In the records below, the line with "position:absolute; inset:0; border:8px" opens the range and the line with "display:flex; align-items:center; gap:8px;" closes it; print that range exactly and nothing else.

* **Exercise input**
● ● ● ● ● ● ●

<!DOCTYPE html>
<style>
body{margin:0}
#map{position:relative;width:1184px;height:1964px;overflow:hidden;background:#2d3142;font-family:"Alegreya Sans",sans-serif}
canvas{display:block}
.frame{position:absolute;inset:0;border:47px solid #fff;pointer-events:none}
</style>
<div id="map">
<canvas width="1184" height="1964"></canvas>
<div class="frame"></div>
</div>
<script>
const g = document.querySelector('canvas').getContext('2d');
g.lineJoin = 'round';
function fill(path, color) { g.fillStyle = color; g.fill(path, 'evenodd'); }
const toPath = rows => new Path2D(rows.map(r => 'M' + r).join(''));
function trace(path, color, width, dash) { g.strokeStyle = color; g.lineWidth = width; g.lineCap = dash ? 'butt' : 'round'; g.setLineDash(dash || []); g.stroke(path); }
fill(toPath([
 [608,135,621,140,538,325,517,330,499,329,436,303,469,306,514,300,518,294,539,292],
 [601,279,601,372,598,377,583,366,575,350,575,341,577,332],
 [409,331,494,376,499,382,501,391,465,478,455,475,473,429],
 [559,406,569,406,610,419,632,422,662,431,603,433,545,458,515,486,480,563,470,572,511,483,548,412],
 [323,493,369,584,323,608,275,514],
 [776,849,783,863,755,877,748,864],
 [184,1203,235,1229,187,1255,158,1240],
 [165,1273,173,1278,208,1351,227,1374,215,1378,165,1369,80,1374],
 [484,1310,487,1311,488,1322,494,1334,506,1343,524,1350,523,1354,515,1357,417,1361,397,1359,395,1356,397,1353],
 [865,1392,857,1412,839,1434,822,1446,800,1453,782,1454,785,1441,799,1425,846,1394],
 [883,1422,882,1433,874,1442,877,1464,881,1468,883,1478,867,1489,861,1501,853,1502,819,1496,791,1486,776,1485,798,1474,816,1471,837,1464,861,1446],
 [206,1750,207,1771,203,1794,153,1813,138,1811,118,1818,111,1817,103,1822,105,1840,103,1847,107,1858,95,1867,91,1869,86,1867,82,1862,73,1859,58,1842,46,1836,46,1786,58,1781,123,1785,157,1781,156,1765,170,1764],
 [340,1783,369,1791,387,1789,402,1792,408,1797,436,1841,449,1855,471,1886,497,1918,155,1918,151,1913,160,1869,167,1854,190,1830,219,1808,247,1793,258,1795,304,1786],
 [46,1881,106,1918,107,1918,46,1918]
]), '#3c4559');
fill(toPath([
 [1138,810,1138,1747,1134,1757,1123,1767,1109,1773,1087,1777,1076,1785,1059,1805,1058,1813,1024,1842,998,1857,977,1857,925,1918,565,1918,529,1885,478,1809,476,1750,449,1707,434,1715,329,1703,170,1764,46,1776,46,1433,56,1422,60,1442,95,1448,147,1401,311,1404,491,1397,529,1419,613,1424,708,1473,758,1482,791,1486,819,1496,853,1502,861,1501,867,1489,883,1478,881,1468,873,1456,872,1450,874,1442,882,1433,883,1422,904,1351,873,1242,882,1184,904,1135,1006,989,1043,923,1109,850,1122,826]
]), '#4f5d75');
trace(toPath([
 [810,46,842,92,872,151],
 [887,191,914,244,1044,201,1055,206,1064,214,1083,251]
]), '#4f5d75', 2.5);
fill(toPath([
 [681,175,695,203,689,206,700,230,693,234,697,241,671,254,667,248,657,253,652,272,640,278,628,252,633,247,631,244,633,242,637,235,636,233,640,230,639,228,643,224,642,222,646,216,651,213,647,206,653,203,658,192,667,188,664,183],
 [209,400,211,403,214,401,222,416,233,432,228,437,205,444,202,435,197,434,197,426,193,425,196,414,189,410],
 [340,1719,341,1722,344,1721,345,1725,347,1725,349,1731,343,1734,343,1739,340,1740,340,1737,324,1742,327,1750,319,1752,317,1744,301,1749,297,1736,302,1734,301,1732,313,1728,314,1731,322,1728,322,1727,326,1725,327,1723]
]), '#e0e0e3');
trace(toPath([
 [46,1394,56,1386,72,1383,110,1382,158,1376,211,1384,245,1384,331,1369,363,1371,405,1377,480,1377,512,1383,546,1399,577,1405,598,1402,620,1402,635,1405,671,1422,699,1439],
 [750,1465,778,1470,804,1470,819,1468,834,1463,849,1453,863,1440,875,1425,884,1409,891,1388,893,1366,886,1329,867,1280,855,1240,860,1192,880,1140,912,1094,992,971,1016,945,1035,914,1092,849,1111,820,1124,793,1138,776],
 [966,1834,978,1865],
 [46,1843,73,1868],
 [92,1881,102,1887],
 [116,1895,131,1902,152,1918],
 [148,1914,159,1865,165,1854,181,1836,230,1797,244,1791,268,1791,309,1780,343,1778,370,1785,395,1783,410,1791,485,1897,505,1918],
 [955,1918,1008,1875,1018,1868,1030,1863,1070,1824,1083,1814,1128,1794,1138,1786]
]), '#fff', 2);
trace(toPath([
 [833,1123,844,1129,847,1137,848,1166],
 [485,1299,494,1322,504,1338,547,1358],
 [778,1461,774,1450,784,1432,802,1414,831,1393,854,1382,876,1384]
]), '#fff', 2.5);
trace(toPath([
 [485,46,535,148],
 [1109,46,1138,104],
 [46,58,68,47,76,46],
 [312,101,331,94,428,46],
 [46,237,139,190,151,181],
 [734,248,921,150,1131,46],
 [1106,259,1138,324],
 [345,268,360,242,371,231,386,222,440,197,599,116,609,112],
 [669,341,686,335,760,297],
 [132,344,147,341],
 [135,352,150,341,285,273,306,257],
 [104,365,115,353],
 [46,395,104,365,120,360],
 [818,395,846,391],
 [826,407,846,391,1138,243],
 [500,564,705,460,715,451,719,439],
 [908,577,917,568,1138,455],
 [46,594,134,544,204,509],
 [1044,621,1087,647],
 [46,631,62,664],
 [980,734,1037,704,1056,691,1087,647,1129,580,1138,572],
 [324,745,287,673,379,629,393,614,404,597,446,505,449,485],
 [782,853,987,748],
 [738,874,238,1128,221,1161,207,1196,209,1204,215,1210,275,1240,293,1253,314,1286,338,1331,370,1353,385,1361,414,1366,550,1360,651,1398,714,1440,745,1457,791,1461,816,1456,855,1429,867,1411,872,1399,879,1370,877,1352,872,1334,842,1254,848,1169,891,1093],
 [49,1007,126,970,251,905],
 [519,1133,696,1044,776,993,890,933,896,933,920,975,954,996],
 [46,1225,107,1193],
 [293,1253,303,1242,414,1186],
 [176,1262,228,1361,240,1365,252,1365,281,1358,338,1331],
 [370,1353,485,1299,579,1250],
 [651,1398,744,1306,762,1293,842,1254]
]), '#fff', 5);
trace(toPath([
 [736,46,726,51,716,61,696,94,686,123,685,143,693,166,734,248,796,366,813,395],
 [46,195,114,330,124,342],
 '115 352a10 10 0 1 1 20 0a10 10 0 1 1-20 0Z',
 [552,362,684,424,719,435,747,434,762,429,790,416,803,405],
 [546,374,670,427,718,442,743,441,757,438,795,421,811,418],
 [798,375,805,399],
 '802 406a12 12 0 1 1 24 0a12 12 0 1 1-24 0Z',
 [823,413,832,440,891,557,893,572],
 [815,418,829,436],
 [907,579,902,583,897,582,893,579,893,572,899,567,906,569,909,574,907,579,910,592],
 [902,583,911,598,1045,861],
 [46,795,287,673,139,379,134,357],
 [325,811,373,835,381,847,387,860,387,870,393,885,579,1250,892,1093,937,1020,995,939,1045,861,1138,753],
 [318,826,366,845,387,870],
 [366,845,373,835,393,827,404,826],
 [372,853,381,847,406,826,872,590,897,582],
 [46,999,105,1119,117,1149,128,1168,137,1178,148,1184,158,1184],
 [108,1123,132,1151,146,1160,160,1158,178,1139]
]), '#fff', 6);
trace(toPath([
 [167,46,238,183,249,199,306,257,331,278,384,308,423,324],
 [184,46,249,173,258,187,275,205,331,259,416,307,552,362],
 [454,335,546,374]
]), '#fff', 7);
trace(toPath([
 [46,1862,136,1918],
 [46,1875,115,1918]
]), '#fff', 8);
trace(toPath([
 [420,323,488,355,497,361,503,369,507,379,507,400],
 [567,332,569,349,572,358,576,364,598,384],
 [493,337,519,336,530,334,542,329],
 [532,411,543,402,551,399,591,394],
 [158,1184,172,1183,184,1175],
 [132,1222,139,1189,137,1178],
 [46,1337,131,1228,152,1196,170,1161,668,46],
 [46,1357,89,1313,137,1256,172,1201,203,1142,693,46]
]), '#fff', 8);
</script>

● ● ● ● ● ● ●

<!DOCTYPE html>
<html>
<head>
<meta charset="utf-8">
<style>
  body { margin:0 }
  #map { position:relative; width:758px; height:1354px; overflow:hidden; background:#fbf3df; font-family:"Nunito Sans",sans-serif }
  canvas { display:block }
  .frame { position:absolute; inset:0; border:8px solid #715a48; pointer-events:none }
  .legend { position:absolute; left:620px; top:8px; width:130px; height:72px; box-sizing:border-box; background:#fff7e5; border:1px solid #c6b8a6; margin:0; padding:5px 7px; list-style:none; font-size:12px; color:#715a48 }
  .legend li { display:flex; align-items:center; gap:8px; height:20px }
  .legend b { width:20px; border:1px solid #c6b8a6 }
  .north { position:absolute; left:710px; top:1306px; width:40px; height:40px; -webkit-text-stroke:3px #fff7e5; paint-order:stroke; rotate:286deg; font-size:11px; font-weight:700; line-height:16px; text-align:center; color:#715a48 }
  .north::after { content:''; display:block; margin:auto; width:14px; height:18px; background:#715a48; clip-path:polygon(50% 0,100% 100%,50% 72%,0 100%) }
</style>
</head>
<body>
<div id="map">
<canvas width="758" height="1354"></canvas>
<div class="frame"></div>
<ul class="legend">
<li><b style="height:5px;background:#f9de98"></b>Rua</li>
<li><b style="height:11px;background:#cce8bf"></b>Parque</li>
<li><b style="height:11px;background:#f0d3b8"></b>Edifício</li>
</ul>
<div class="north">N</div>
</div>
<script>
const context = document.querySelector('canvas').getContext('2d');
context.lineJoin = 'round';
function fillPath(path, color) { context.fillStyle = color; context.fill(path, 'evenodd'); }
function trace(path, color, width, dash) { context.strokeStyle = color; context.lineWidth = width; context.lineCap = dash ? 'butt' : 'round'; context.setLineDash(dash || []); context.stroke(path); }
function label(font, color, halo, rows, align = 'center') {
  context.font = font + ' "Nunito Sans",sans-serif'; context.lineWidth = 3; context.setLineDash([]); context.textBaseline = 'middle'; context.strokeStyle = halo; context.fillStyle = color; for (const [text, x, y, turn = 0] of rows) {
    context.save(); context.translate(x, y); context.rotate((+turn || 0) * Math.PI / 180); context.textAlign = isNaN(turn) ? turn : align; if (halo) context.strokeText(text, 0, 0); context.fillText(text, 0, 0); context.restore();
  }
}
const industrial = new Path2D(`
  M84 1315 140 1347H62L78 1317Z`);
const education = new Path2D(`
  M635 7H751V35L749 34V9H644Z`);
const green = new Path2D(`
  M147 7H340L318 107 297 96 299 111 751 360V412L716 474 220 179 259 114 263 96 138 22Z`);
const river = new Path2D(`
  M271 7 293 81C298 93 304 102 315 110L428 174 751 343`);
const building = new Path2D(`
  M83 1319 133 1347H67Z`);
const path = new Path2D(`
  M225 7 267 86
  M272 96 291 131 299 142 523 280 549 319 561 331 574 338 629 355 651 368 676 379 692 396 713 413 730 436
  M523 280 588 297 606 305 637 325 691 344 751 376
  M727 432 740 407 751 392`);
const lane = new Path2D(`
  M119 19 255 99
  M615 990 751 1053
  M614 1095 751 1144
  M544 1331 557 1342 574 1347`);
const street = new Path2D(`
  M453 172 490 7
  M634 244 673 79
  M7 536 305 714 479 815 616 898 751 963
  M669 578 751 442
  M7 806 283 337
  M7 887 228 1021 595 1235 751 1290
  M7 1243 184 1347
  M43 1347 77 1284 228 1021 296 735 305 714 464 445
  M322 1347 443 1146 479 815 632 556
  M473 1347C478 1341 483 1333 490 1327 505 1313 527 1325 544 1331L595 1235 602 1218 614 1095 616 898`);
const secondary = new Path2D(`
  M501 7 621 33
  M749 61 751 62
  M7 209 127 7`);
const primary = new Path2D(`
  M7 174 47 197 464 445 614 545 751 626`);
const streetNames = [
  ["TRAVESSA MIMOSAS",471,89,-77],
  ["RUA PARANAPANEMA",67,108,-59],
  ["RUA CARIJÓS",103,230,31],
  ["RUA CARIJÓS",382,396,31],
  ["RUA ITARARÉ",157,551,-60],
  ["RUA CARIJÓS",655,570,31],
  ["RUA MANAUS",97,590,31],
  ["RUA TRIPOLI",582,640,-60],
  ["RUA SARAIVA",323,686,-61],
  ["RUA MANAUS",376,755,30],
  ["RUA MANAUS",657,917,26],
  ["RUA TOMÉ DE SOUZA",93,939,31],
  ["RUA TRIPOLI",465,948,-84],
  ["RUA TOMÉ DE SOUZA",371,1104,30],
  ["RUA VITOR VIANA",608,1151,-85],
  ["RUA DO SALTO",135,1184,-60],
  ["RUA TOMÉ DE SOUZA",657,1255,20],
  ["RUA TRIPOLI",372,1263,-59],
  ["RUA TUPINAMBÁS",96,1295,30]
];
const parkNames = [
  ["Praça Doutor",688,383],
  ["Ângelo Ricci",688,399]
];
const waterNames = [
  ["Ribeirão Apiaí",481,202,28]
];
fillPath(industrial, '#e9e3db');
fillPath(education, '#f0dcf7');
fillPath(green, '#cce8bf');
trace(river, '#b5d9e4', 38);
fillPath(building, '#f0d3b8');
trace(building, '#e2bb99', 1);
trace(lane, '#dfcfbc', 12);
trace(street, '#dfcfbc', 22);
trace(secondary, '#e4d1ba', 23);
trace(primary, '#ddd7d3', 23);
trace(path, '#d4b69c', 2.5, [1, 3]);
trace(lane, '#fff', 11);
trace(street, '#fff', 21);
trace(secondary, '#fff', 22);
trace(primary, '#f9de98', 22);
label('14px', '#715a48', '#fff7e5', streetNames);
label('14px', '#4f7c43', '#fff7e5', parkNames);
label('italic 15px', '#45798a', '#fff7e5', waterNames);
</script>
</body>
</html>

● ● ● ● ● ● ●

* **Exercise output**
  .frame { position:absolute; inset:0; border:8px solid #715a48; pointer-events:none }
  .legend { position:absolute; left:620px; top:8px; width:130px; height:72px; box-sizing:border-box; background:#fff7e5; border:1px solid #c6b8a6; margin:0; padding:5px 7px; list-style:none; font-size:12px; color:#715a48 }
  .legend li { display:flex; align-items:center; gap:8px; height:20px }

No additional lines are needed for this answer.